[Data records]
------------------------------------------------------------------------

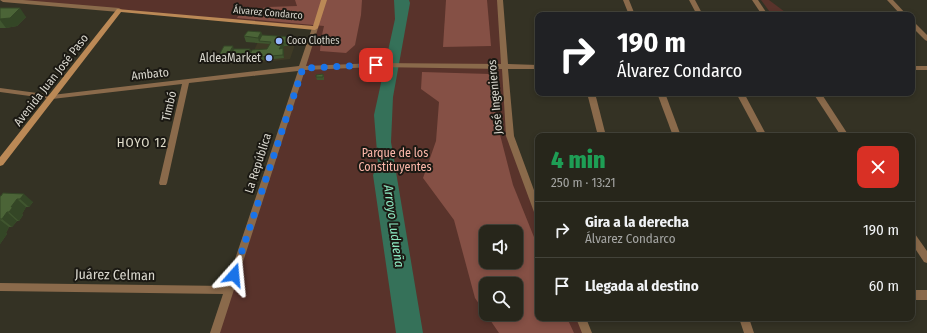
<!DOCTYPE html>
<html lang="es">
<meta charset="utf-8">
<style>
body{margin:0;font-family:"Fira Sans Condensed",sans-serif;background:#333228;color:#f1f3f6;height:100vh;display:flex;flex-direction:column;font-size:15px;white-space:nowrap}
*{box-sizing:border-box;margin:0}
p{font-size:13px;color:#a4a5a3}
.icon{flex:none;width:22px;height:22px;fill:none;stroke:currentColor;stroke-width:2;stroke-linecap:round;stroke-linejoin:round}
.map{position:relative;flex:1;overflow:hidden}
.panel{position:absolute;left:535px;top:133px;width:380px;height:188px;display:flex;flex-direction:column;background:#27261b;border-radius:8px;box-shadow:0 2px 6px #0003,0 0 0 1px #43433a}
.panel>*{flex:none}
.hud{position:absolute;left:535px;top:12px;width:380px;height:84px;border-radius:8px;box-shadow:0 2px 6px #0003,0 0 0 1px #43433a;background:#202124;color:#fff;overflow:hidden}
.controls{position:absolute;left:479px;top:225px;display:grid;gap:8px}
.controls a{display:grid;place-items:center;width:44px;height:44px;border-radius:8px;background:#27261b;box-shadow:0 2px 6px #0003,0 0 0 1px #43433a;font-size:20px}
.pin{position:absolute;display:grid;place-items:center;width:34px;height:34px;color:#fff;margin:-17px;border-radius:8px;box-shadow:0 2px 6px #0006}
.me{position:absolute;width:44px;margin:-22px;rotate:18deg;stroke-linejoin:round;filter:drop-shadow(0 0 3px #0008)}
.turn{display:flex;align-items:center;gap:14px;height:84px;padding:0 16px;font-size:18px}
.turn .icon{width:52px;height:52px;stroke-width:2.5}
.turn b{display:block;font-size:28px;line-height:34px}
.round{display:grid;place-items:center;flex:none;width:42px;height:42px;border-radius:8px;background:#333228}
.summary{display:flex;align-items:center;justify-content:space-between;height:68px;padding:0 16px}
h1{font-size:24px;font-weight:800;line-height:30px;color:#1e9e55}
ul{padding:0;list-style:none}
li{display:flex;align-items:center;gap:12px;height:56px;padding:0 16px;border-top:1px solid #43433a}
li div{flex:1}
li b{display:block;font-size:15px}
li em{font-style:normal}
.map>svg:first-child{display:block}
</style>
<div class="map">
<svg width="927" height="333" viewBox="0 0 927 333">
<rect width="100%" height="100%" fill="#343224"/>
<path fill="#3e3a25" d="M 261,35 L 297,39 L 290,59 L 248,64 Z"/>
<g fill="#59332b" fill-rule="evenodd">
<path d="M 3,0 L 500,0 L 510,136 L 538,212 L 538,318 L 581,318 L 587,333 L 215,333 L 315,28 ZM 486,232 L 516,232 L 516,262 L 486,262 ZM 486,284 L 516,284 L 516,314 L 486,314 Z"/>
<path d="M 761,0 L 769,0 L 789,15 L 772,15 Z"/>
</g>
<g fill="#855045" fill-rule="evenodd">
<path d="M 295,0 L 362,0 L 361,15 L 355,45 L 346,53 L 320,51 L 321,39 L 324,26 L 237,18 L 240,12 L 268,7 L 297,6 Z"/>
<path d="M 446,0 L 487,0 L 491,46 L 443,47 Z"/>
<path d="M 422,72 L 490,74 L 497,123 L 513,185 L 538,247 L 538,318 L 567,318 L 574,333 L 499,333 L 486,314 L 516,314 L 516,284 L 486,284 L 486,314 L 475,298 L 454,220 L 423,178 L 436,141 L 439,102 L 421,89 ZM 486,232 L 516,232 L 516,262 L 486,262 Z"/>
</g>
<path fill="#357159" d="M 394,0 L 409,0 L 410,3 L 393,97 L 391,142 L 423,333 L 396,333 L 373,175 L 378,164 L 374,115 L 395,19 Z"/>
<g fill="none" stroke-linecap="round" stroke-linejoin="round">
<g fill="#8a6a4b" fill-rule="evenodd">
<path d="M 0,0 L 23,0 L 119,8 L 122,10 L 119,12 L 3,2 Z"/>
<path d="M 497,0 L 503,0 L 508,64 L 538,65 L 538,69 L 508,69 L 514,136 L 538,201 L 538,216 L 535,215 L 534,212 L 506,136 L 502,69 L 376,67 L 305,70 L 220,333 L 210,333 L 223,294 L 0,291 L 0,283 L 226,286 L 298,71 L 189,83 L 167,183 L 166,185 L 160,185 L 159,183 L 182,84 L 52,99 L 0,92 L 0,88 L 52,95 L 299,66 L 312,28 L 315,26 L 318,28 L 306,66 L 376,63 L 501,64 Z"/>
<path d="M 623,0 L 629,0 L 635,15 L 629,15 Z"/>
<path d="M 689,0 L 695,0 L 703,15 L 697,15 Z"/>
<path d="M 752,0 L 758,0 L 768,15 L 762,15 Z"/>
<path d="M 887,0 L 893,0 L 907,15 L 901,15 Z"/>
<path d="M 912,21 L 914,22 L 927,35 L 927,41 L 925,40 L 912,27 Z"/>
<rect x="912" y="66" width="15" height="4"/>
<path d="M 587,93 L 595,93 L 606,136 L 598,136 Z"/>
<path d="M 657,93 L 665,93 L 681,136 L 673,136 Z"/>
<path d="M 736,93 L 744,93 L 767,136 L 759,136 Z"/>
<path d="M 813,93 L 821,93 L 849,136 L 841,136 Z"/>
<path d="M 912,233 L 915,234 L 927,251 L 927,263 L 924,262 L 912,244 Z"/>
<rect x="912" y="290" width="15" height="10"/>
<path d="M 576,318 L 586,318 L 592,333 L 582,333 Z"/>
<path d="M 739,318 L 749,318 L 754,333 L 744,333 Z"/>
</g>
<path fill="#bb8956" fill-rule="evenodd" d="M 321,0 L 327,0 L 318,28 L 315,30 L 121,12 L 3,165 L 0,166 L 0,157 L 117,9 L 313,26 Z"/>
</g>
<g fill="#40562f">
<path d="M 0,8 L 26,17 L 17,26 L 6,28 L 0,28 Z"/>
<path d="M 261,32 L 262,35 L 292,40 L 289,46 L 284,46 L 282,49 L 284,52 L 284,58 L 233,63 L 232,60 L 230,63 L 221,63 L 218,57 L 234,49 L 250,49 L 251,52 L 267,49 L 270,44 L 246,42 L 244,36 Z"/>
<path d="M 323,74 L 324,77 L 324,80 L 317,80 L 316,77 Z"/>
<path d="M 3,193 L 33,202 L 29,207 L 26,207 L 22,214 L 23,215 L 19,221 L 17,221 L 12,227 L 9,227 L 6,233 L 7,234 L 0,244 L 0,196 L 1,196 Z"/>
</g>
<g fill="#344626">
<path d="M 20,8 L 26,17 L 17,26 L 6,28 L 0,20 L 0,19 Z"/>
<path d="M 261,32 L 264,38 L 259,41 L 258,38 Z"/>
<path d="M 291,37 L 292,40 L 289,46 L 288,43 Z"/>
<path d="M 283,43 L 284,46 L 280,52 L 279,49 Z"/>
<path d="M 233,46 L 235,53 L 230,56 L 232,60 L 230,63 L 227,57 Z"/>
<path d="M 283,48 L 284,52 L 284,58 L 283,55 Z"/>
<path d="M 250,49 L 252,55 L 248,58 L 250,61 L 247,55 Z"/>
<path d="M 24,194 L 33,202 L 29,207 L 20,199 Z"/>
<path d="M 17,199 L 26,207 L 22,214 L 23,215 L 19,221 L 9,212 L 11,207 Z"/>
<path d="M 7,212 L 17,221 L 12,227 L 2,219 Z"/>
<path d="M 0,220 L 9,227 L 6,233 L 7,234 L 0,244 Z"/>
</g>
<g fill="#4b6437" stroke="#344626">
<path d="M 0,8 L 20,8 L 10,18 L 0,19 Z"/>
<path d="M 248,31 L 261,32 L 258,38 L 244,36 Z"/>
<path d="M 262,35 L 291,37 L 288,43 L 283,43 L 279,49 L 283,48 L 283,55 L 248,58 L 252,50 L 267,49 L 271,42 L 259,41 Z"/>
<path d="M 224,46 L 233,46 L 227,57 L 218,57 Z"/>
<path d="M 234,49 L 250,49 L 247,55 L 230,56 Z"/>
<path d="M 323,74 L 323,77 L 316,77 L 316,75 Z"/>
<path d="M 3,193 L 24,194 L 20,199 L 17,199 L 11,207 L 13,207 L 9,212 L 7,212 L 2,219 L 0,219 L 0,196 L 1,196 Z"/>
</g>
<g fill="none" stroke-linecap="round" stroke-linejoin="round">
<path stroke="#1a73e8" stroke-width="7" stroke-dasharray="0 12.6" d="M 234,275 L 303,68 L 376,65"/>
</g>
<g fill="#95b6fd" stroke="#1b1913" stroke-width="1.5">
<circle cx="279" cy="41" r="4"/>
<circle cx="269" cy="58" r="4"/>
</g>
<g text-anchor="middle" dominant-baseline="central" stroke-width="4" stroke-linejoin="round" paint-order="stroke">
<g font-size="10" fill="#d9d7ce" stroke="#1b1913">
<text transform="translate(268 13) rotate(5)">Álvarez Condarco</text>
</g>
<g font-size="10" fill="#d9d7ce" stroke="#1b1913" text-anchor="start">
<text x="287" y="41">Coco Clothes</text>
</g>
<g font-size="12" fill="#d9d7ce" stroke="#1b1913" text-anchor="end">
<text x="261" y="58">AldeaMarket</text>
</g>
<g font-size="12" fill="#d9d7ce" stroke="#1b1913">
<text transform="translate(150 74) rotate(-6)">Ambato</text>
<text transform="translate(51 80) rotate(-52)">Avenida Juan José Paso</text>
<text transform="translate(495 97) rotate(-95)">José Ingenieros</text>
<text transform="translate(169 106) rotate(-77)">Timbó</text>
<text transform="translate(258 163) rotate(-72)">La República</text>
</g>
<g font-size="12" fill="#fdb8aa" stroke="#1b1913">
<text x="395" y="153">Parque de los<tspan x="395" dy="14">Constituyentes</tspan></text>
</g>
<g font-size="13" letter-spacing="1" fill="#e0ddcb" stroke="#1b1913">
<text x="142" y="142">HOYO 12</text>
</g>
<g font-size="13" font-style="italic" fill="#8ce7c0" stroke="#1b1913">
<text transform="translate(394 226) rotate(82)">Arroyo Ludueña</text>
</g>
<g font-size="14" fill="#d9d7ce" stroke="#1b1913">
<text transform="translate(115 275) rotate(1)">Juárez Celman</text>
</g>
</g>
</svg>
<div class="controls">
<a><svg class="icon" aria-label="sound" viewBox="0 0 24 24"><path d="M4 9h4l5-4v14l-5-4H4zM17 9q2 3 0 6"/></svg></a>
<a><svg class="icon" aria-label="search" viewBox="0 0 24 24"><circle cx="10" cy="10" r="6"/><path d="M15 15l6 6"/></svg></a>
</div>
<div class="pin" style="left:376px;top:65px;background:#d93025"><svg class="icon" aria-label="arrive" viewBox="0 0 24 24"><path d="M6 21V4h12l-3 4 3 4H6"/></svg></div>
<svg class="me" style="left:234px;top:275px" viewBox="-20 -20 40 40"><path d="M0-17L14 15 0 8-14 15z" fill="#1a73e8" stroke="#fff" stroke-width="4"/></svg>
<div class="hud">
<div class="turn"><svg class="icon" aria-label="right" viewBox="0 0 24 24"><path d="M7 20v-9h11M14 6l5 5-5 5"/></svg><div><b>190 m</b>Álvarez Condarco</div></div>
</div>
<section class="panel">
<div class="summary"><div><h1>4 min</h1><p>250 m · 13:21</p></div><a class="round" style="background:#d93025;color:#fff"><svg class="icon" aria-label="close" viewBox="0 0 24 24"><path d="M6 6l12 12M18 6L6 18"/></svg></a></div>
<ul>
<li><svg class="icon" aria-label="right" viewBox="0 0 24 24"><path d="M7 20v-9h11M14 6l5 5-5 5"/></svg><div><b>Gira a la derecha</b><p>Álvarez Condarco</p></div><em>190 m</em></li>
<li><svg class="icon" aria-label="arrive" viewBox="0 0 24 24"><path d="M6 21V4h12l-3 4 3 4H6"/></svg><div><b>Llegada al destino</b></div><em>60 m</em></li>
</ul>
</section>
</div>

------------------------------------------------------------------------

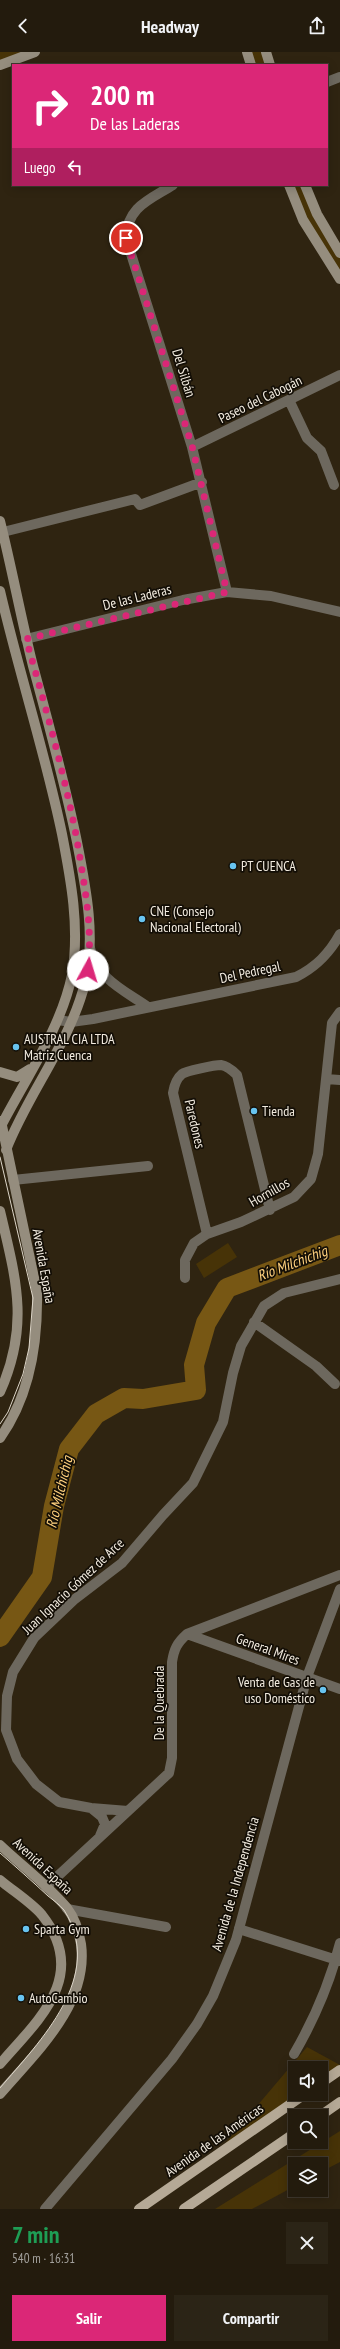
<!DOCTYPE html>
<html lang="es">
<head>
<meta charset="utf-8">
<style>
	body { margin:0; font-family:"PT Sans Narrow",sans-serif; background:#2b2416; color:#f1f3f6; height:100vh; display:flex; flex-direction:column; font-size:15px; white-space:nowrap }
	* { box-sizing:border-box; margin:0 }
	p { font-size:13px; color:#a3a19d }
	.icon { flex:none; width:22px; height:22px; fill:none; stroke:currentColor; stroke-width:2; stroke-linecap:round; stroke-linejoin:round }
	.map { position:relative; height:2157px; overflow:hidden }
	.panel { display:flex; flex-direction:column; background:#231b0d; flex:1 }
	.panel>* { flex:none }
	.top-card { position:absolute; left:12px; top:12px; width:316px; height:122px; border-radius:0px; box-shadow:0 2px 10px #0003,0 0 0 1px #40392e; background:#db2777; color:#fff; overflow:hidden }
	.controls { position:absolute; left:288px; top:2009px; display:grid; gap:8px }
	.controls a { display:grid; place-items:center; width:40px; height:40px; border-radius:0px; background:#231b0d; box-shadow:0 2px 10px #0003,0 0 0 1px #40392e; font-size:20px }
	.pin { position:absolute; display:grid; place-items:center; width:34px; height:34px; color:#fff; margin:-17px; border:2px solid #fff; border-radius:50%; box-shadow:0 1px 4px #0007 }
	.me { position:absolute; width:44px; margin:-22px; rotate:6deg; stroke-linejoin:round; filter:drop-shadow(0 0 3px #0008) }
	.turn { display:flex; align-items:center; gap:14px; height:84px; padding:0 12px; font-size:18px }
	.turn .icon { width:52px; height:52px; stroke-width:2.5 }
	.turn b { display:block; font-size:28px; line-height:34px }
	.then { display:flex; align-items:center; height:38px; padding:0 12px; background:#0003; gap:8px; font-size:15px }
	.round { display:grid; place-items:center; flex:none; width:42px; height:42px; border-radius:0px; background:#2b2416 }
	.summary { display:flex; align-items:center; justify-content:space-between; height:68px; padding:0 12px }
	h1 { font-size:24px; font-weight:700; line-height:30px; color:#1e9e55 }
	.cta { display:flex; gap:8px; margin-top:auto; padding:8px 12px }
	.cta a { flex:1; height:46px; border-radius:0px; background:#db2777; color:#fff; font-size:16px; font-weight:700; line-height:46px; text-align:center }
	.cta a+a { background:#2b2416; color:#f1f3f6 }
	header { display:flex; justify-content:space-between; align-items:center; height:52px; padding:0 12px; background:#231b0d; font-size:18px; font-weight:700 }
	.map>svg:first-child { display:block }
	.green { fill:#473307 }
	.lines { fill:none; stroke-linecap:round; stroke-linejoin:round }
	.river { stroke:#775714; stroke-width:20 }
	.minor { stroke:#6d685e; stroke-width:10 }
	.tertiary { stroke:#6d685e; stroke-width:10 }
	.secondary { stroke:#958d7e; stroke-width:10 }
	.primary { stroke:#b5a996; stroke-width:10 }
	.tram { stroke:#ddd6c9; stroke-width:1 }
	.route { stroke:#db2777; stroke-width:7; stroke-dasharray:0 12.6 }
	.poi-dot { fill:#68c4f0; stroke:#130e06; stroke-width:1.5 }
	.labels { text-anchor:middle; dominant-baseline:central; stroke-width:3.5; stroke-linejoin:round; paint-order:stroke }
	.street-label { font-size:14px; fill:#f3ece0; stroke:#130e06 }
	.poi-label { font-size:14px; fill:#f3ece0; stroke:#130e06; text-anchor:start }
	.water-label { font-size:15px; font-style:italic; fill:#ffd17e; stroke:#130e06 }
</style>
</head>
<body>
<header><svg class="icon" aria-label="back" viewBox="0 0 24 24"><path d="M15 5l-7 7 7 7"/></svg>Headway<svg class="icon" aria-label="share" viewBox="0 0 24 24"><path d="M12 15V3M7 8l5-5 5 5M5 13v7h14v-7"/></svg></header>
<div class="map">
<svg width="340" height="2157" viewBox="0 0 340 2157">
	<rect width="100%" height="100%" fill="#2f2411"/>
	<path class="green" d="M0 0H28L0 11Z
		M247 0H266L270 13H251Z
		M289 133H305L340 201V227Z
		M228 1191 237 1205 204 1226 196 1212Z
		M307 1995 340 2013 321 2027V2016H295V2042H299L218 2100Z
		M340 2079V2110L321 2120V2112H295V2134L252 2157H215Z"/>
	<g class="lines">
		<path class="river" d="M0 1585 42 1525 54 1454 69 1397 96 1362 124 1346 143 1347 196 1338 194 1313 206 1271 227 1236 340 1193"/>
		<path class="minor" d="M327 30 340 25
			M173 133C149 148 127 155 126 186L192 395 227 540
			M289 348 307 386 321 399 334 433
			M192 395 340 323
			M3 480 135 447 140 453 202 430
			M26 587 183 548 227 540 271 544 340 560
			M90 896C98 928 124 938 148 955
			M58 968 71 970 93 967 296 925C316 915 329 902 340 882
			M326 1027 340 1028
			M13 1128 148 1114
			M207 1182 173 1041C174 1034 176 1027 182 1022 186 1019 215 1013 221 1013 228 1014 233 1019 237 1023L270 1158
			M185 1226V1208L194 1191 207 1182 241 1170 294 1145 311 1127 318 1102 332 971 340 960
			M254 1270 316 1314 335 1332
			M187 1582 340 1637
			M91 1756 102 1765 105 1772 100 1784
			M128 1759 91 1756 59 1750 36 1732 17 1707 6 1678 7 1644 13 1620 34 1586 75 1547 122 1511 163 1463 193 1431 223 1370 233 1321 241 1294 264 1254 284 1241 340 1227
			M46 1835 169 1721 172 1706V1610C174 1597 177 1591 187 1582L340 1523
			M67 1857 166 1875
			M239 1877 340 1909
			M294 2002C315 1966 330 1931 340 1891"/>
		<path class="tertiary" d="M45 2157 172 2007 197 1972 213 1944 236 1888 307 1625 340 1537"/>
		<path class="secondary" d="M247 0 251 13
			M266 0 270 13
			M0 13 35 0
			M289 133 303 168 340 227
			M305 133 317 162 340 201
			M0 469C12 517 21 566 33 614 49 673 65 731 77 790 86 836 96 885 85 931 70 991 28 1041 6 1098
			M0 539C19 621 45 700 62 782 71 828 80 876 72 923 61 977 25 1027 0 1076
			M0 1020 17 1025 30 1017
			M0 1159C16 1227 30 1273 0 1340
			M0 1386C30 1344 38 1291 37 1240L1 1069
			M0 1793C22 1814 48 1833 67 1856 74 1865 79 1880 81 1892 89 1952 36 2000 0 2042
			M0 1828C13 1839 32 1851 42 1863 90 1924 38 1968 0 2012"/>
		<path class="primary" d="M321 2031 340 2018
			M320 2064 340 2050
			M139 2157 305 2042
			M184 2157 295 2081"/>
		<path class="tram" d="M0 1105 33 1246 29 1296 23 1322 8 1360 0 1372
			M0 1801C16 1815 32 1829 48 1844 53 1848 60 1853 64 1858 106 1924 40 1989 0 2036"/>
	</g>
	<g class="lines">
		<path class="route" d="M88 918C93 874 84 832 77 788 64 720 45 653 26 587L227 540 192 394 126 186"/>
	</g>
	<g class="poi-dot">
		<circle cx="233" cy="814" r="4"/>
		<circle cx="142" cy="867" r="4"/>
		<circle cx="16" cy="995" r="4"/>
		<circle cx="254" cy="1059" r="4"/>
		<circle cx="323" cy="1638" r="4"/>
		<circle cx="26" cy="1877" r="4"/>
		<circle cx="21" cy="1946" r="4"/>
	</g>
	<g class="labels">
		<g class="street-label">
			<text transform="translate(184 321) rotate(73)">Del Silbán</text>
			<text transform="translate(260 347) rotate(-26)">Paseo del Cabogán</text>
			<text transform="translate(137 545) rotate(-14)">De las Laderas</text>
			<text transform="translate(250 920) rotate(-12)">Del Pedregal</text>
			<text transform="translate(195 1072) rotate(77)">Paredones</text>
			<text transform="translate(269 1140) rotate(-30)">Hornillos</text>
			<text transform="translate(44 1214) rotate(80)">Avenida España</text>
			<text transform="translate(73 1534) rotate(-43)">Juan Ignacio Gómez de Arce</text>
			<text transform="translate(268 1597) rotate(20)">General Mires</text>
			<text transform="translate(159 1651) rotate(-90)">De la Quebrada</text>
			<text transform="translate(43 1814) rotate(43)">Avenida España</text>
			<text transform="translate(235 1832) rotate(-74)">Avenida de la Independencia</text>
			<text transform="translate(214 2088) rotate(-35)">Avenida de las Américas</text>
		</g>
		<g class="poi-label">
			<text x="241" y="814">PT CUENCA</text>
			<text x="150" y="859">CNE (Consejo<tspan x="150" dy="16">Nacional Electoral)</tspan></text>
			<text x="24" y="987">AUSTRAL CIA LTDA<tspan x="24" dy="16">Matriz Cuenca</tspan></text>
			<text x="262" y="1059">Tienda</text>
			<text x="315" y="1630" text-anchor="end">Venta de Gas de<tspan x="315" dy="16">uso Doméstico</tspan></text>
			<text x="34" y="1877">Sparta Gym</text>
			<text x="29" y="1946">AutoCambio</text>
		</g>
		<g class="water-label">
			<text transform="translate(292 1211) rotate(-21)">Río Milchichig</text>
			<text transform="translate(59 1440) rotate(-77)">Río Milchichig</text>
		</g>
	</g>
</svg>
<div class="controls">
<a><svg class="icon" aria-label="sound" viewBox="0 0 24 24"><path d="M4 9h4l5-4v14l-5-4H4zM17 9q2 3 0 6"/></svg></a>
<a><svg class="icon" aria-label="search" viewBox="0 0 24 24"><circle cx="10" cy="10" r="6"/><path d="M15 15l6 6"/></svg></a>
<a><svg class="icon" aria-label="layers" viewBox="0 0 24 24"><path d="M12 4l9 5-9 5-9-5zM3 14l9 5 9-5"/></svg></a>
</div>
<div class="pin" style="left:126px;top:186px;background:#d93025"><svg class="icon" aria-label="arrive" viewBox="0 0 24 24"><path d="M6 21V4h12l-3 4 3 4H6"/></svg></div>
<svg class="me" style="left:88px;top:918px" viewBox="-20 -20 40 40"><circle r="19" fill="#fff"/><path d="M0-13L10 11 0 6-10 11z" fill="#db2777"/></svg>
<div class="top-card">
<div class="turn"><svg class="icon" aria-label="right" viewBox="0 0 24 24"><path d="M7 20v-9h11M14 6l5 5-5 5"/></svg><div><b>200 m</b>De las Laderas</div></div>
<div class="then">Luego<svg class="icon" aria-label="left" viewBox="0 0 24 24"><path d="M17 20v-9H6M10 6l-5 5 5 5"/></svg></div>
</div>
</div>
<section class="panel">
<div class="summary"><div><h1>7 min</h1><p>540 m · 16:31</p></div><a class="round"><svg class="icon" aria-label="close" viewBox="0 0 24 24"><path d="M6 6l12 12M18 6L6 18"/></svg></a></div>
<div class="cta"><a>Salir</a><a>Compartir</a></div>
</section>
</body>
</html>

------------------------------------------------------------------------

** EXERCISE AIM **
Give the number of lines in the records above that contain the word "labels". Reply with that number alone.

** ANSWER SPACE **
2